*** Provided material ***
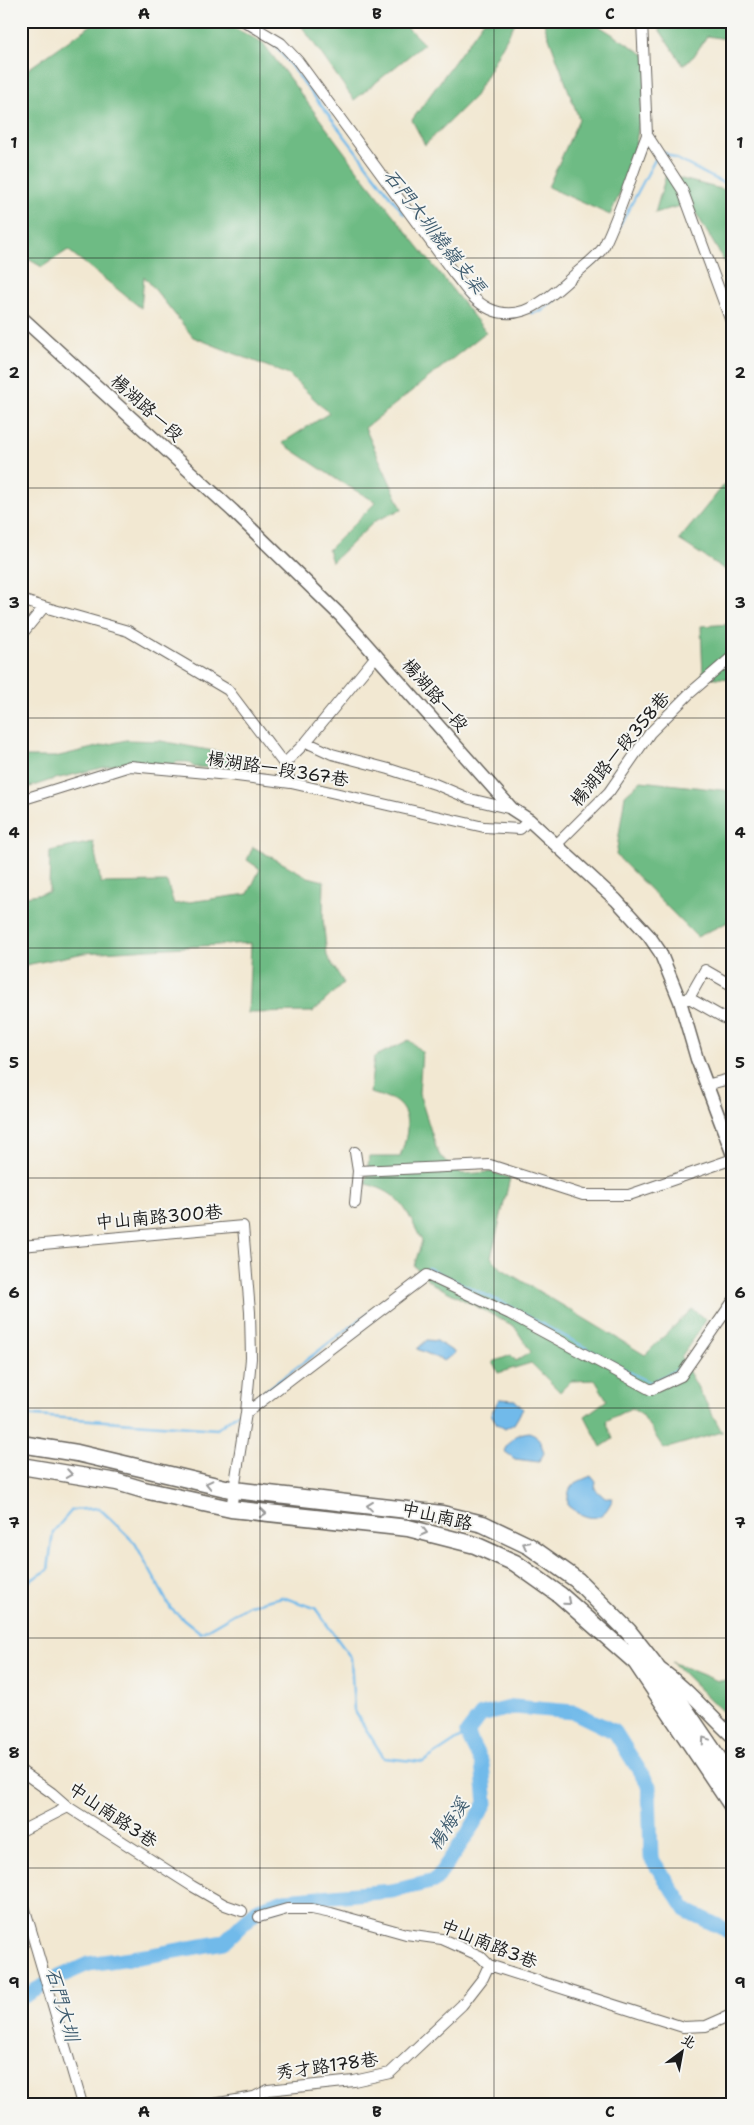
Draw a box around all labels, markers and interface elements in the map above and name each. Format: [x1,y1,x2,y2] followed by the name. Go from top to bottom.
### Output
[138,3,150,24] text: A
[372,3,382,24] text: B
[605,3,615,24] text: C
[10,132,18,153] text: 1
[736,132,744,153] text: 1
[378,164,492,300] water label: 石門大圳繞嶺支渠
[8,362,20,383] text: 2
[734,362,746,383] text: 2
[106,369,188,447] street label: 楊湖路一段
[8,592,20,613] text: 3
[734,592,746,613] text: 3
[396,653,474,737] street label: 楊湖路一段
[565,686,675,812] street label: 楊湖路一段358巷
[205,746,351,792] street label: 楊湖路一段367巷
[8,822,20,843] text: 4
[734,822,746,843] text: 4
[9,1052,19,1073] text: 5
[735,1052,745,1073] text: 5
[95,1199,223,1235] street label: 中山南路300巷
[8,1282,20,1303] text: 6
[734,1282,746,1303] text: 6
[66,1468,74,1479] one-way arrow
[205,1479,214,1490] one-way arrow
[399,1496,475,1536] street label: 中山南路
[366,1501,374,1512] one-way arrow
[259,1507,267,1518] one-way arrow
[8,1512,20,1533] text: 7
[734,1512,746,1533] text: 7
[419,1526,428,1537] one-way arrow
[522,1541,531,1551] one-way arrow
[562,1597,571,1606] one-way arrow
[702,1736,711,1746] one-way arrow
[8,1742,20,1763] text: 8
[734,1742,746,1763] text: 8
[64,1776,162,1854] street label: 中山南路3巷
[422,1793,475,1855] water label: 楊梅溪
[437,1914,541,1974] street label: 中山南路3巷
[40,1964,86,2046] water label: 石門大圳
[8,1972,20,1993] text: 9
[734,1972,746,1993] text: 9
[656,2028,706,2078] north arrow
[678,2030,700,2052] text: 北
[274,2047,380,2085] street label: 秀才路178巷
[138,2101,150,2122] text: A
[372,2101,382,2122] text: B
[605,2101,615,2122] text: C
*** End of Provided material ***
Exercise
Which lines in the records above contain the string "arrow"? Copy each one.

Task response
[66,1468,74,1479] one-way arrow
[205,1479,214,1490] one-way arrow
[366,1501,374,1512] one-way arrow
[259,1507,267,1518] one-way arrow
[419,1526,428,1537] one-way arrow
[522,1541,531,1551] one-way arrow
[562,1597,571,1606] one-way arrow
[702,1736,711,1746] one-way arrow
[656,2028,706,2078] north arrow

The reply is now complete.